Isacco cresce e, divenuto adulto, prende in moglie una donna di nome Rebecca. Con lei si stabilisce nella città di Bersabea. Gli archeologi hanno identificato questa città nel sito di Tel es-Sheba, rinvenuto negli anni ’70 nel sud del Negev. Yohanan Aharoni,che diresse gli scavi, scoprì una città israelita risalente all’Età del Ferro (1100 a.C.) in una località probabilmente collegata con le rovine di una fortezza risalente ad un periodo successivo, forse presente durante il regno del re Davide, distrutta dagli egizi intorno al 925 a.C. Nel tempio di Karnak è stato rinvenuto un elenco delle città conquistate dall’Egitto, dove viene riportata, tra le altre, una località chiamata “Campo di Abramo” che potrebbe riferirsi proprio a questa fortezza.

Diversi anni dopo il loro matrimonio, Rebecca mise al mondo due gemelli: Esaù, il primogenito, rossiccio e peloso (ˊĒśāw significa, infatti, “peloso”) e Giacobbe. I due mostrarono un carattere molto diverso. Esaù, forte e irruente, divenne un eccellente cacciatore, Giacobbe, dolce e gentile, preferiva restare a casa e badare alle greggi. Come per Caino e Abele, i racconti della tensione esistente tra i due potrebbero essere un retaggio della rivalità esistente, durante l’Età della Pietra, tra i cacciatori-agricoltori e i pastori.

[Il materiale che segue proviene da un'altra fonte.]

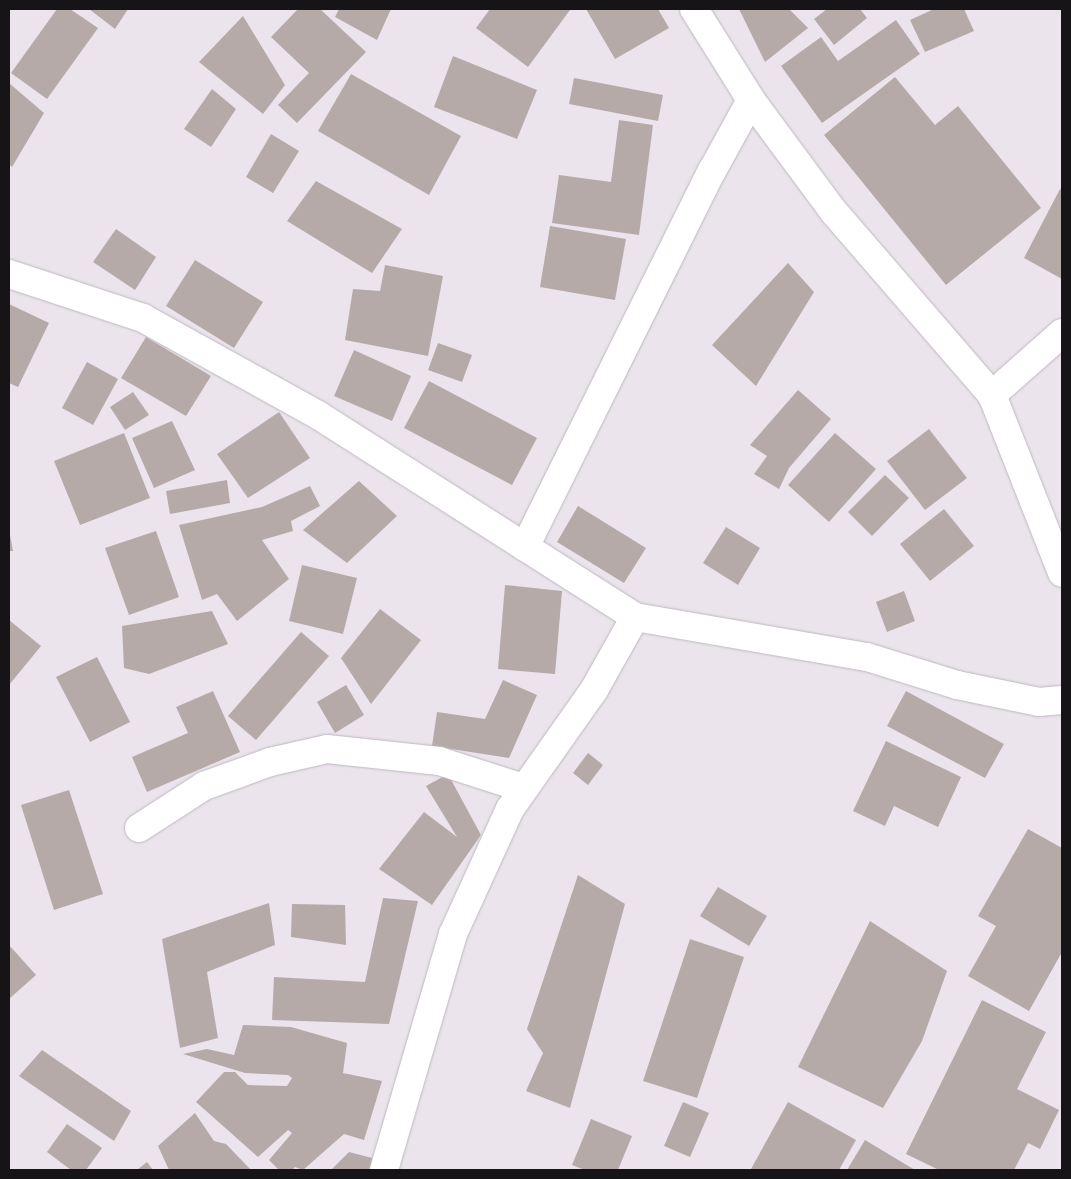 <!DOCTYPE html>
<style>
body{margin:0}
#map{position:relative;width:1071px;height:1179px;overflow:hidden;background:#ebe4ec;font-family:"Work Sans",sans-serif}
div>[style]{position:absolute}
.building>*{inset:0;background:#b6aaa9}
.roads{filter:drop-shadow(0 0 1px #beb7bf) drop-shadow(0 0 1px #beb7bf)}
.minor>*{height:28px;margin:-14px;padding:0 14px;transform-origin:14px;border-radius:14px;background:#fff}
span{translate:-50% -50%;white-space:nowrap;text-align:center;line-height:1.15;-webkit-text-stroke:4.5px #ebe4ec;paint-order:stroke}
.frame{position:absolute;inset:0;border:10px solid #161417;pointer-events:none}
</style>
<div id="map">
<div class="building">
<div style="clip-path:polygon(57px 9px,70px 9px,98px 28px,47px 99px,11px 73px)"></div>
<div style="clip-path:polygon(89px 9px,128px 9px,115px 29px)"></div>
<div style="clip-path:polygon(298px 9px,320px 9px,366px 52px,297px 123px,278px 105px,309px 73px,271px 37px)"></div>
<div style="clip-path:polygon(339px 9px,391px 9px,377px 40px,335px 17px)"></div>
<div style="clip-path:polygon(490px 9px,569px 9px,570px 10px,528px 67px,476px 28px)"></div>
<div style="clip-path:polygon(586px 9px,658px 9px,669px 28px,615px 59px)"></div>
<div style="clip-path:polygon(739px 9px,789px 9px,808px 28px,765px 62px)"></div>
<div style="clip-path:polygon(827px 9px,860px 9px,867px 18px,834px 45px,814px 19px)"></div>
<div style="clip-path:polygon(934px 9px,964px 9px,974px 31px,925px 52px,910px 20px)"></div>
<div style="clip-path:polygon(243px 16px,285px 85px,263px 114px,199px 62px)"></div>
<div style="clip-path:polygon(896px 20px,920px 54px,822px 123px,781px 66px,821px 37px,838px 61px)"></div>
<div style="clip-path:polygon(453px 56px,537px 90px,517px 139px,434px 107px)"></div>
<div style="clip-path:polygon(351px 74px,461px 136px,429px 195px,318px 131px)"></div>
<div style="clip-path:polygon(895px 77px,935px 125px,958px 106px,1041px 208px,946px 285px,824px 135px)"></div>
<div style="clip-path:polygon(574px 78px,663px 95px,658px 121px,569px 104px)"></div>
<div style="clip-path:polygon(9px 83px,44px 113px,12px 167px,9px 164px)"></div>
<div style="clip-path:polygon(212px 89px,236px 109px,211px 147px,184px 129px)"></div>
<div style="clip-path:polygon(619px 120px,653px 125px,639px 235px,552px 223px,559px 175px,611px 182px)"></div>
<div style="clip-path:polygon(271px 134px,299px 151px,273px 193px,246px 177px)"></div>
<div style="clip-path:polygon(316px 181px,402px 229px,372px 273px,287px 221px)"></div>
<div style="clip-path:polygon(1060px 189px,1062px 190px,1062px 279px,1024px 258px)"></div>
<div style="clip-path:polygon(550px 226px,626px 239px,615px 300px,540px 287px)"></div>
<div style="clip-path:polygon(116px 229px,156px 257px,135px 290px,93px 262px)"></div>
<div style="clip-path:polygon(195px 260px,263px 302px,234px 348px,166px 306px)"></div>
<div style="clip-path:polygon(788px 263px,814px 292px,756px 386px,712px 345px)"></div>
<div style="clip-path:polygon(385px 265px,443px 276px,428px 356px,345px 340px,353px 289px,380px 291px)"></div>
<div style="clip-path:polygon(9px 304px,49px 323px,18px 387px,9px 383px)"></div>
<div style="clip-path:polygon(146px 337px,211px 376px,186px 416px,121px 378px)"></div>
<div style="clip-path:polygon(438px 343px,472px 355px,462px 382px,428px 370px)"></div>
<div style="clip-path:polygon(354px 350px,411px 376px,392px 421px,334px 396px)"></div>
<div style="clip-path:polygon(87px 362px,118px 379px,93px 425px,62px 408px)"></div>
<div style="clip-path:polygon(429px 381px,537px 438px,512px 485px,404px 428px)"></div>
<div style="clip-path:polygon(798px 390px,831px 419px,789px 468px,779px 489px,754px 474px,767px 456px,750px 445px)"></div>
<div style="clip-path:polygon(133px 392px,149px 415px,125px 430px,110px 407px)"></div>
<div style="clip-path:polygon(279px 412px,310px 458px,248px 498px,217px 454px)"></div>
<div style="clip-path:polygon(172px 421px,195px 470px,154px 488px,132px 438px)"></div>
<div style="clip-path:polygon(929px 429px,967px 478px,925px 510px,887px 461px)"></div>
<div style="clip-path:polygon(124px 433px,150px 498px,80px 525px,54px 461px)"></div>
<div style="clip-path:polygon(835px 433px,876px 469px,829px 522px,788px 485px)"></div>
<div style="clip-path:polygon(885px 475px,909px 498px,872px 536px,848px 512px)"></div>
<div style="clip-path:polygon(227px 480px,230px 503px,170px 514px,166px 491px)"></div>
<div style="clip-path:polygon(359px 481px,397px 516px,347px 563px,303px 530px)"></div>
<div style="clip-path:polygon(310px 486px,320px 506px,291px 521px,293px 531px,262px 540px,289px 579px,237px 621px,217px 594px,202px 600px,179px 525px,262px 507px)"></div>
<div style="clip-path:polygon(578px 506px,646px 548px,624px 583px,557px 542px)"></div>
<div style="clip-path:polygon(944px 509px,974px 546px,930px 581px,900px 544px)"></div>
<div style="clip-path:polygon(726px 527px,760px 548px,738px 585px,703px 563px)"></div>
<div style="clip-path:polygon(9px 530px,13px 551px,9px 551px)"></div>
<div style="clip-path:polygon(156px 531px,179px 597px,129px 615px,105px 548px)"></div>
<div style="clip-path:polygon(302px 565px,357px 578px,343px 634px,289px 621px)"></div>
<div style="clip-path:polygon(505px 585px,562px 591px,555px 674px,498px 669px)"></div>
<div style="clip-path:polygon(904px 591px,915px 621px,887px 632px,876px 602px)"></div>
<div style="clip-path:polygon(380px 609px,421px 640px,371px 704px,341px 658px)"></div>
<div style="clip-path:polygon(212px 611px,228px 644px,149px 674px,124px 668px,122px 626px)"></div>
<div style="clip-path:polygon(9px 620px,41px 646px,9px 685px)"></div>
<div style="clip-path:polygon(301px 632px,329px 656px,256px 740px,228px 716px)"></div>
<div style="clip-path:polygon(97px 657px,130px 722px,90px 742px,56px 677px)"></div>
<div style="clip-path:polygon(503px 680px,537px 695px,509px 758px,432px 746px,437px 712px,485px 719px)"></div>
<div style="clip-path:polygon(346px 685px,364px 715px,335px 733px,317px 702px)"></div>
<div style="clip-path:polygon(213px 691px,240px 752px,147px 792px,132px 757px,188px 733px,176px 707px)"></div>
<div style="clip-path:polygon(906px 691px,1004px 744px,985px 778px,887px 726px)"></div>
<div style="clip-path:polygon(886px 741px,961px 777px,938px 827px,894px 806px,885px 826px,853px 811px)"></div>
<div style="clip-path:polygon(588px 753px,603px 765px,588px 785px,573px 773px)"></div>
<div style="clip-path:polygon(448px 774px,481px 835px,432px 905px,379px 869px,424px 812px,457px 837px,426px 786px)"></div>
<div style="clip-path:polygon(69px 790px,103px 894px,54px 910px,21px 805px)"></div>
<div style="clip-path:polygon(1028px 829px,1062px 848px,1062px 952px,1029px 1011px,968px 976px,996px 926px,978px 916px)"></div>
<div style="clip-path:polygon(578px 875px,625px 904px,570px 1108px,526px 1091px,543px 1053px,527px 1029px)"></div>
<div style="clip-path:polygon(718px 887px,767px 916px,749px 946px,700px 916px)"></div>
<div style="clip-path:polygon(383px 898px,418px 901px,389px 1024px,272px 1020px,274px 977px,365px 982px)"></div>
<div style="clip-path:polygon(269px 903px,275px 945px,207px 972px,218px 1038px,180px 1048px,162px 939px)"></div>
<div style="clip-path:polygon(292px 904px,345px 905px,346px 945px,291px 937px)"></div>
<div style="clip-path:polygon(870px 921px,947px 971px,922px 1041px,883px 1108px,798px 1067px)"></div>
<div style="clip-path:polygon(690px 939px,744px 957px,697px 1098px,643px 1081px)"></div>
<div style="clip-path:polygon(9px 945px,36px 975px,9px 999px)"></div>
<div style="clip-path:polygon(982px 1000px,1046px 1032px,1017px 1089px,1059px 1110px,1040px 1149px,1028px 1143px,1014px 1170px,939px 1170px,906px 1154px)"></div>
<div style="clip-path:polygon(243px 1025px,291px 1027px,347px 1043px,343px 1073px,382px 1081px,364px 1140px,344px 1134px,303px 1170px,295px 1167px,292px 1170px,279px 1170px,269px 1160px,292px 1133px,288px 1130px,258px 1157px,196px 1102px,224px 1072px,235px 1072px,248px 1085px,287px 1086px,292px 1078px,288px 1075px,245px 1073px,183px 1054px,207px 1049px,234px 1055px)"></div>
<div style="clip-path:polygon(42px 1050px,131px 1111px,114px 1141px,19px 1076px)"></div>
<div style="clip-path:polygon(683px 1102px,709px 1113px,690px 1157px,664px 1146px)"></div>
<div style="clip-path:polygon(788px 1102px,856px 1140px,839px 1170px,751px 1169px)"></div>
<div style="clip-path:polygon(195px 1113px,214px 1141px,226px 1144px,251px 1170px,169px 1170px,158px 1146px)"></div>
<div style="clip-path:polygon(591px 1119px,632px 1136px,618px 1170px,585px 1170px,572px 1165px)"></div>
<div style="clip-path:polygon(67px 1124px,102px 1148px,86px 1170px,71px 1170px,47px 1152px)"></div>
<div style="clip-path:polygon(865px 1140px,915px 1170px,847px 1170px)"></div>
<div style="clip-path:polygon(349px 1152px,372px 1158px,371px 1170px,331px 1170px)"></div>
<div style="clip-path:polygon(147px 1162px,153px 1170px,137px 1170px)"></div>
</div>
<div class="roads">
<div class="minor">
<div style="left:694px;top:9px;width:107px;rotate:57.9deg"></div>
<div style="left:751px;top:100px;width:139px;rotate:53.5deg"></div>
<div style="left:834px;top:212px;width:242px;rotate:49.2deg"></div>
<div style="left:9px;top:274px;width:141px;rotate:18.2deg"></div>
<div style="left:143px;top:318px;width:200px;rotate:29deg"></div>
<div style="left:318px;top:415px;width:376px;rotate:32.5deg"></div>
<div style="left:635px;top:617px;width:235px;rotate:9.8deg"></div>
<div style="left:867px;top:657px;width:94px;rotate:17.3deg"></div>
<div style="left:957px;top:685px;width:84px;rotate:11.7deg"></div>
<div style="left:1039px;top:702px;width:23px;rotate:-5deg"></div>
<div style="left:1062px;top:333px;width:94px;rotate:138.5deg"></div>
<div style="left:992px;top:395px;width:191px;rotate:68.5deg"></div>
<div style="left:525px;top:547px;width:420px;rotate:-63.6deg"></div>
<div style="left:712px;top:171px;width:81px;rotate:-61.2deg"></div>
<div style="left:139px;top:828px;width:77px;rotate:-32.9deg"></div>
<div style="left:204px;top:786px;width:70px;rotate:-20deg"></div>
<div style="left:270px;top:762px;width:58px;rotate:-12.8deg"></div>
<div style="left:327px;top:749px;width:113px;rotate:6.1deg"></div>
<div style="left:439px;top:761px;width:88px;rotate:17.8deg"></div>
<div style="left:384px;top:1170px;width:246px;rotate:-73.7deg"></div>
<div style="left:453px;top:934px;width:137px;rotate:-65.5deg"></div>
<div style="left:510px;top:809px;width:146px;rotate:-54.8deg"></div>
<div style="left:594px;top:690px;width:84px;rotate:-60.7deg"></div>
</div>
</div>
<div class="frame"></div>
</div>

Dio aveva deciso che l’alleanza avrebbe dovuto seguire la linea della bekorah, la primogenitura, mentre Rebecca avrebbe preferito che la linea di discendenza proseguisse con Giacobbe, il suo figlio prediletto. Per questo motivo cominciò ad escogitare un piano affinché l’eredità seguisse la linea che lei desiderava. L’occasione si presentò quando, un giorno, Giacobbe si apprestava a cucinare una minestra che emanava un delizioso profumo. In quel mentre tornava dalla caccia, stanco e affamato, Esaù, il quale attratto dal profumo chiese al fratello una razione della desiderata pietanza. Giacobbe colse la palla al balzo e propose al fratello di vendergli la primogenitura in cambio della minestra. Esaù, in preda alla fame, accettò, pensando probabilmente che l’accordo fatto in questo modo, non avrebbe avuto poi alcun valore.

In effetti era vero, perché solo il padre poteva trasmettere la guida della tribù al proprio successore attraverso l’imposizione delle mani. A questo punto entrò in gioco Rebecca. Approfittando di un Isacco ormai quasi cieco, gli preparò lo stufato da lui preferito e disse a Giacobbe di portarglielo, fingendosi Esaù. Per rendere la scena più credibile, Rebecca coprì il corpo di Giacobbe con i peli di alcune capre e fece sì che indossasse un vestito di Esaù. Isacco prese il pasto e, in quel momento, benedisse Giacobbe, scambiandolo per Esaù e concedendogli così la primogenitura. Scoperto il trucco, Esaù si infuriò a tal punto che Giacobbe dovette fuggire a Carran.

Il territorio fu a questo punto diviso: Esaù divenne il progenitore di Edom, un territorio che si estendeva a sud del Mar Morto, Giacobbe prese in mano le redini di Israele. Dovettero trascorrere diversi anni prima che i due si riconciliassero. Entrambi intanto erano cresciuti, avevano preso diverse mogli e avevano generato figli, ma, anche se tra loro non c’era più l’astio di una volta, la rivalità fra Edom e Israele era destinata a non attenuarsi nemmeno per i secoli a venire.